Matrix Factorization for Inferring Associations and Missing Links
Barron, Ryan, Eren, Maksim E., Truong, Duc P., Matuszek, Cynthia, Wendelberger, James, Dorn, Mary F., Alexandrov, Boian
Missing link prediction is a method for network analysis, with applications in recommender systems, biology, social sciences, cybersecurity, information retrieval, and Artificial Intelligence (AI) reasoning in Knowledge Graphs. Missing link prediction identifies unseen but potentially existing connections in a network by analyzing the observed patterns and relationships. In proliferation detection, this supports efforts to identify and characterize attempts by state and non-state actors to acquire nuclear weapons or associated technology - a notoriously challenging but vital mission for global security. Dimensionality reduction techniques like Non-Negative Matrix Factorization (NMF) and Logistic Matrix Factorization (LMF) are effective but require selection of the matrix rank parameter, that is, of the number of hidden features, k, to avoid over/under-fitting. We introduce novel Weighted (WNMFk), Boolean (BNMFk), and Recommender (RNMFk) matrix factorization methods, along with ensemble variants incorporating logistic factorization, for link prediction. Our methods integrate automatic model determination for rank estimation by evaluating stability and accuracy using a modified bootstrap methodology and uncertainty quantification (UQ), assessing prediction reliability under random perturbations.
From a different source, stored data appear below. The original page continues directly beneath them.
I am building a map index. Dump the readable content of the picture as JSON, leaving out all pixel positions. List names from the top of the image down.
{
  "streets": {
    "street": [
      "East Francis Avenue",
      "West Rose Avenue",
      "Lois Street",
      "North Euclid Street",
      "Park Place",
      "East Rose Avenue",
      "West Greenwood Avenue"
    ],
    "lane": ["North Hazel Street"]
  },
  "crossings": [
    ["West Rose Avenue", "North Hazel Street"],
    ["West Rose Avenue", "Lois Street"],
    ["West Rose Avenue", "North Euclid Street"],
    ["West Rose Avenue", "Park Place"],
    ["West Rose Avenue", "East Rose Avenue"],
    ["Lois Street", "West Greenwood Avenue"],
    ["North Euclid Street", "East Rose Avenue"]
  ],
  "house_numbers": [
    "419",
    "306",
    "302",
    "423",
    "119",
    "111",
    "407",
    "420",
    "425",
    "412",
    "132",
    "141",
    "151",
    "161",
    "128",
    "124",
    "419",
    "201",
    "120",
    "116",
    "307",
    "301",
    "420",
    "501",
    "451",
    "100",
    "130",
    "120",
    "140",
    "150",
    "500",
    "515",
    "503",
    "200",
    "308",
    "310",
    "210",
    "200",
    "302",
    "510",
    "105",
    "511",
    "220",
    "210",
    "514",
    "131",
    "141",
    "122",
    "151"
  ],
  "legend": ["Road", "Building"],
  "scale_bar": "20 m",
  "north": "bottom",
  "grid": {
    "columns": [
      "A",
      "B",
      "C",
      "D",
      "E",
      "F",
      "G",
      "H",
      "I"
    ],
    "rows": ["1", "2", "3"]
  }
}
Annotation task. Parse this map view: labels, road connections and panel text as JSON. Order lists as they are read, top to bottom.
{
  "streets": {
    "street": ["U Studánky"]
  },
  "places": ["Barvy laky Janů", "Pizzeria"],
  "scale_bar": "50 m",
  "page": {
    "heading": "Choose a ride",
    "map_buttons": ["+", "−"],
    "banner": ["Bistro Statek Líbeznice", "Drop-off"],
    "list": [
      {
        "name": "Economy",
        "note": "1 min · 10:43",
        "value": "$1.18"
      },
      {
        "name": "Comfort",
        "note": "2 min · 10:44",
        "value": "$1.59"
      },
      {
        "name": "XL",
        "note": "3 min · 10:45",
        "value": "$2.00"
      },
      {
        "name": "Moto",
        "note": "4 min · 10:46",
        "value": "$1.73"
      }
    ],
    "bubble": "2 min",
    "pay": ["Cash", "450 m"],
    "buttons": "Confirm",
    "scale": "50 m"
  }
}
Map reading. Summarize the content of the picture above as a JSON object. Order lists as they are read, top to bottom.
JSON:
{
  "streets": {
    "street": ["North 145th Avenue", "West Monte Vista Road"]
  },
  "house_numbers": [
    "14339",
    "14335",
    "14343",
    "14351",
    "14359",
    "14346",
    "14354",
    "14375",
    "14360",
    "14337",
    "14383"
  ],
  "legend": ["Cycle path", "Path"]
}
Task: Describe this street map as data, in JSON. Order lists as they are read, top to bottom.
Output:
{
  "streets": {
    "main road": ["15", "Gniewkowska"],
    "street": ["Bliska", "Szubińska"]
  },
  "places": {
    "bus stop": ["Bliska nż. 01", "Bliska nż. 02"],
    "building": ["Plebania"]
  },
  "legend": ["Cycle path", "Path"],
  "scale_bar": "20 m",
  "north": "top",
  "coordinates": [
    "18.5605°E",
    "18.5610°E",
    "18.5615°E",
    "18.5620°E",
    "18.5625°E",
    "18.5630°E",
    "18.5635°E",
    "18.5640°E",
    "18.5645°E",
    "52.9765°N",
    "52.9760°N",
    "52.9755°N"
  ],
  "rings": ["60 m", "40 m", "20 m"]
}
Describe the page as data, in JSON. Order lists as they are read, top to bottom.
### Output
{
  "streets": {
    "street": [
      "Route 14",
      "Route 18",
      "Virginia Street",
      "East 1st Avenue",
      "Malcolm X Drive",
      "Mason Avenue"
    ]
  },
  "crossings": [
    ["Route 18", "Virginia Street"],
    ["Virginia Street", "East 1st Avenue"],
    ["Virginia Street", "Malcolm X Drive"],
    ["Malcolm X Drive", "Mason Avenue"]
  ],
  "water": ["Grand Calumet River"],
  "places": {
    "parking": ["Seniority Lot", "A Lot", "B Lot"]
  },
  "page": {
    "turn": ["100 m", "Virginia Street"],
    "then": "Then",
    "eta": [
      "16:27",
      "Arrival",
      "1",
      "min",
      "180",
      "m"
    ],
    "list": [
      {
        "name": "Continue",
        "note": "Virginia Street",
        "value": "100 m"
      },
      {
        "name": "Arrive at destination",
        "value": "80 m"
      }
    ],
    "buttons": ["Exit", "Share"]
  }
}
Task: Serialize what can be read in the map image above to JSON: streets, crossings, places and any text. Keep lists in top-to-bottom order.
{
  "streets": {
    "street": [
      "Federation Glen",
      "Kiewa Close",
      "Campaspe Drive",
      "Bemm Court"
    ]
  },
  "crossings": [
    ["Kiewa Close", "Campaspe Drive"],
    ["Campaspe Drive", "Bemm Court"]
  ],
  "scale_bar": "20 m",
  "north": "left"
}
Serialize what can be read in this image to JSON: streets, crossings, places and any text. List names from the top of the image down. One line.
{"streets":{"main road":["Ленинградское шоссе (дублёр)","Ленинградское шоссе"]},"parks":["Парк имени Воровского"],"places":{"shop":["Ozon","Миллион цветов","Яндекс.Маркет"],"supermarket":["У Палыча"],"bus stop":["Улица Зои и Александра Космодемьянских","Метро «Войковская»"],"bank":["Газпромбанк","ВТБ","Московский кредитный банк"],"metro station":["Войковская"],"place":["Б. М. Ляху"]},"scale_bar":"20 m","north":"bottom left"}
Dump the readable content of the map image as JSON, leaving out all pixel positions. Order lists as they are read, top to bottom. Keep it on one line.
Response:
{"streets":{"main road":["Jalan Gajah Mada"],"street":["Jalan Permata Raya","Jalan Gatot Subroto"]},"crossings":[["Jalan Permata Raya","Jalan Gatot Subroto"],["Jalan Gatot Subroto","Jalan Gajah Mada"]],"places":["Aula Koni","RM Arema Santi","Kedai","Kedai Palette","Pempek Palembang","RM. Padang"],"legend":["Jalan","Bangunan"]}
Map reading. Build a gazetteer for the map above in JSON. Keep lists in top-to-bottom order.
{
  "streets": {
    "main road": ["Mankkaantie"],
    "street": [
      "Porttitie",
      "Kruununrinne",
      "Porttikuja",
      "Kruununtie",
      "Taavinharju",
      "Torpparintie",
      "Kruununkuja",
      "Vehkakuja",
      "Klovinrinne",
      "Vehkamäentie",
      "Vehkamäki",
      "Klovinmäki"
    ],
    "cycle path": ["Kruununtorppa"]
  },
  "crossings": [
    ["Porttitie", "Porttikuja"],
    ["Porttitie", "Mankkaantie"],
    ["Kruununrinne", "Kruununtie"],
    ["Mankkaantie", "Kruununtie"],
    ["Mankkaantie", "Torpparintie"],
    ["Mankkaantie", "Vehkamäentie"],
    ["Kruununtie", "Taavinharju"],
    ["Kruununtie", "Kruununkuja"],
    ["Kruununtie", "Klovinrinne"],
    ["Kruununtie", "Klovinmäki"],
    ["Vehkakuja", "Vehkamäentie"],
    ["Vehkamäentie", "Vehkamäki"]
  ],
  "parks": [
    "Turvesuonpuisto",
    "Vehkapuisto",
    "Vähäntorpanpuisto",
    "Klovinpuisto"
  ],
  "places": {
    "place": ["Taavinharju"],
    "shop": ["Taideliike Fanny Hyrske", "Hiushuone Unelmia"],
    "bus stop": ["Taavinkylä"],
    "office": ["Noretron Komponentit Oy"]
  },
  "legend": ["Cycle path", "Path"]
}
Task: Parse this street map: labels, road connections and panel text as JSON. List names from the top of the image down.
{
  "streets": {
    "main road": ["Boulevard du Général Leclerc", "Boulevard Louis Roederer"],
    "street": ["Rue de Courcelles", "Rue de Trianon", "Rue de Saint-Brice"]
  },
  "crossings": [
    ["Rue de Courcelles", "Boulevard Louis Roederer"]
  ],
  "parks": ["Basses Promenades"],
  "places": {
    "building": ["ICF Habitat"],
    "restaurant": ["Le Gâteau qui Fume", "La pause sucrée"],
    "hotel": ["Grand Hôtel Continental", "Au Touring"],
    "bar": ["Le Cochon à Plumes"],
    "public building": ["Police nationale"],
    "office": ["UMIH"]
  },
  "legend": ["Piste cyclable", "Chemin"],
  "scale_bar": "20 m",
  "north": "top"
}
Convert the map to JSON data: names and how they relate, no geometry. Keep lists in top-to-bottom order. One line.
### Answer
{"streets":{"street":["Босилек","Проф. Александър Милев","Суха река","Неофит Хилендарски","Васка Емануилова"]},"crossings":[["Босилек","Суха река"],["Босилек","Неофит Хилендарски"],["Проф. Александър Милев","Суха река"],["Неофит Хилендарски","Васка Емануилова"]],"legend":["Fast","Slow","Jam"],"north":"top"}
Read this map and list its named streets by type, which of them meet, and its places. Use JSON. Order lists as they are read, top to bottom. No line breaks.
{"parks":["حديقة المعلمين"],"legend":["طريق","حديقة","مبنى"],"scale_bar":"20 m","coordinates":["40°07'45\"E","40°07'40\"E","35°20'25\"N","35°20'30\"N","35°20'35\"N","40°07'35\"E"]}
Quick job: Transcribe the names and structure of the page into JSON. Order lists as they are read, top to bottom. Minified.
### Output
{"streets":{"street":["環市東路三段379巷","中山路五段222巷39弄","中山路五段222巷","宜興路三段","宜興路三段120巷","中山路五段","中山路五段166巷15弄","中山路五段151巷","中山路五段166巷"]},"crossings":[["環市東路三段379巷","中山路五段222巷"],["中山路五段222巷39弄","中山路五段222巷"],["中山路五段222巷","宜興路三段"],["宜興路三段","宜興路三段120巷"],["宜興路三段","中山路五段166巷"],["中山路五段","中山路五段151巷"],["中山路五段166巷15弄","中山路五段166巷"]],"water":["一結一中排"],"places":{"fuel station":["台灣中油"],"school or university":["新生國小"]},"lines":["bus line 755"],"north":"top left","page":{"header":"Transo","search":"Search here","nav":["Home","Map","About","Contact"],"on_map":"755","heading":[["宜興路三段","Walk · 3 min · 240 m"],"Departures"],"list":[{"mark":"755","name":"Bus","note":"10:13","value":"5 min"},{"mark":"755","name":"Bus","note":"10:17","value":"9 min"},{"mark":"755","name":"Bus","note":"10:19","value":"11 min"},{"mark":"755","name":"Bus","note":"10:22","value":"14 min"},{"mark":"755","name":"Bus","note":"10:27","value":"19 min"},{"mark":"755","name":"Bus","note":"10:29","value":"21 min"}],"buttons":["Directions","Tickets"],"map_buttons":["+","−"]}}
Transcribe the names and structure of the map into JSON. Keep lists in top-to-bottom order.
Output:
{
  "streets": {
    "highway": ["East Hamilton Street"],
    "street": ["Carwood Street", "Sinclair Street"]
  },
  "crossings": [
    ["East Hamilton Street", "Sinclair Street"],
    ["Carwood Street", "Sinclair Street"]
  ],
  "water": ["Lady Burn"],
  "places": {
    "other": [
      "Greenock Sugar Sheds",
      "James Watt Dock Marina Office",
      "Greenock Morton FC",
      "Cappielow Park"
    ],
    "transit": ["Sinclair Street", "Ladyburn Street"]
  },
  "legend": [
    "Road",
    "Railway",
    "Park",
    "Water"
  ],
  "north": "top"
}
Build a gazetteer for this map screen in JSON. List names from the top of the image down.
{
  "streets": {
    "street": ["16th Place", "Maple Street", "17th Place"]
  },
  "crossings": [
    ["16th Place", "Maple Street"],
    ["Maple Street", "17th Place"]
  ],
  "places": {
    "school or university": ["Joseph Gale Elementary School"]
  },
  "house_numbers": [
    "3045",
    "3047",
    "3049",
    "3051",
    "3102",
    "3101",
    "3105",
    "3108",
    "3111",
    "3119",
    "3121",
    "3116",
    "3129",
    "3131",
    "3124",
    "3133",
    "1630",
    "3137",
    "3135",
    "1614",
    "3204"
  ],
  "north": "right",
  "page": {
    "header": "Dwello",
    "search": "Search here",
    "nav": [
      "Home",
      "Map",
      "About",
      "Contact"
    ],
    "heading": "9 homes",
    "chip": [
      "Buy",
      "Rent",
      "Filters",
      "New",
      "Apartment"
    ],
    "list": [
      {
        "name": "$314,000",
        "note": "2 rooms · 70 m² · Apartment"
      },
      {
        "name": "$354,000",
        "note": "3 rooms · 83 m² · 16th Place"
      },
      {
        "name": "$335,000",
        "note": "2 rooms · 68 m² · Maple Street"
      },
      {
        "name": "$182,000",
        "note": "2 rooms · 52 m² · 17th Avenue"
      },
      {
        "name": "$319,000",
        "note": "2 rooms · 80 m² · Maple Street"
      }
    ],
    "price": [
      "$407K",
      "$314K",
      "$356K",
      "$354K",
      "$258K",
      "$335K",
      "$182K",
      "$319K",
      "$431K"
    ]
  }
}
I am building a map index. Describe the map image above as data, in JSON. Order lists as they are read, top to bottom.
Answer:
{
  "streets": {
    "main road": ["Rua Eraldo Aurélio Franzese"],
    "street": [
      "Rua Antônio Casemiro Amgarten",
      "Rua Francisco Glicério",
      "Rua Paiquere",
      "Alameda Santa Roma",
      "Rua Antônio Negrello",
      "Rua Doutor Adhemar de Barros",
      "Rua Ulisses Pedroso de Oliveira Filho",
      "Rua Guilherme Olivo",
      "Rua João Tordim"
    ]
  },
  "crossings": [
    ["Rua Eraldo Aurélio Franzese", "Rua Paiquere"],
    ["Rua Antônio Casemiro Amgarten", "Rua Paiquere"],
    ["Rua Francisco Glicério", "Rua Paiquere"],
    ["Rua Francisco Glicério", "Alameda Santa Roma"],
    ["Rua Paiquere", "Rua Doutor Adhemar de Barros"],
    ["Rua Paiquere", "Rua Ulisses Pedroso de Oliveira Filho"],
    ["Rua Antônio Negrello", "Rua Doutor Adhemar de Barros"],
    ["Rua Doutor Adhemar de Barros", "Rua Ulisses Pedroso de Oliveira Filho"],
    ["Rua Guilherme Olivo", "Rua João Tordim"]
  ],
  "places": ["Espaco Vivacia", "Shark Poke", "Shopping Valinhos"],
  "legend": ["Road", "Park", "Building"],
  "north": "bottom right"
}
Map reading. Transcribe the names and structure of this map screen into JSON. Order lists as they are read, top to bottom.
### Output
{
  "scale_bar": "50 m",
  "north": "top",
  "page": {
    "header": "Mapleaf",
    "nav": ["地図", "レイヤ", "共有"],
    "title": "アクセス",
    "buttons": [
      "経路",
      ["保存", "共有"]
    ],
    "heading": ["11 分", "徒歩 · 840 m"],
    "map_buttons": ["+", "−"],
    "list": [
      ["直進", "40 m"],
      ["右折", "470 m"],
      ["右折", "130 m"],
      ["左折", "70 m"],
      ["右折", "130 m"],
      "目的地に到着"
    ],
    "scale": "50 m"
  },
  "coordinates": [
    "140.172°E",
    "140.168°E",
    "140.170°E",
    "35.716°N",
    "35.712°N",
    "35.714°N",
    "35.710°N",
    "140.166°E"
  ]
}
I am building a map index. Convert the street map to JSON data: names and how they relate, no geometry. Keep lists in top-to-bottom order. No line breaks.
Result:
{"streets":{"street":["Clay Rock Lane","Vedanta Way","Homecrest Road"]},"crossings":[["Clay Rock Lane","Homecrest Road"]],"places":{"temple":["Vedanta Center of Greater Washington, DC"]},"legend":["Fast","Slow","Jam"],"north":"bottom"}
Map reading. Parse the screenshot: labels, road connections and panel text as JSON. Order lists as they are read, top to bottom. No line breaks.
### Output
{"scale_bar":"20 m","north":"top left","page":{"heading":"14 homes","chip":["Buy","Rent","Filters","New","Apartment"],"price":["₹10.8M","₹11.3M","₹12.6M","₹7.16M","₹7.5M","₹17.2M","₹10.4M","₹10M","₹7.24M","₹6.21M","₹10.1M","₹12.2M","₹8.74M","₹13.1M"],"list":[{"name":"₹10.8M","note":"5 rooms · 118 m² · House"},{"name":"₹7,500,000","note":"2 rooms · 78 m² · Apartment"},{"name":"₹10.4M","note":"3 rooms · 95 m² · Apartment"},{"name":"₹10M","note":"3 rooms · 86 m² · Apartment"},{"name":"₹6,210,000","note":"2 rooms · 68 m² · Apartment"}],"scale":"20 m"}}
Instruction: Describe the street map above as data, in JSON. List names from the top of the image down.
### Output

We incorporate Otsu threshold selection and k-means clustering for Boolean matrix factorization, comparing them to coordinate descent-based Boolean thresholding. Our experiments highlight the impact of rank k selection, evaluate model performance under varying test-set sizes, and demonstrate the benefits of UQ for reliable predictions using abstention. We validate our methods on three synthetic datasets (Boolean and uniformly distributed) and benchmark them against LMF and symmetric LMF (symLMF) on five real-world protein-protein interaction networks, showcasing an improved prediction performance.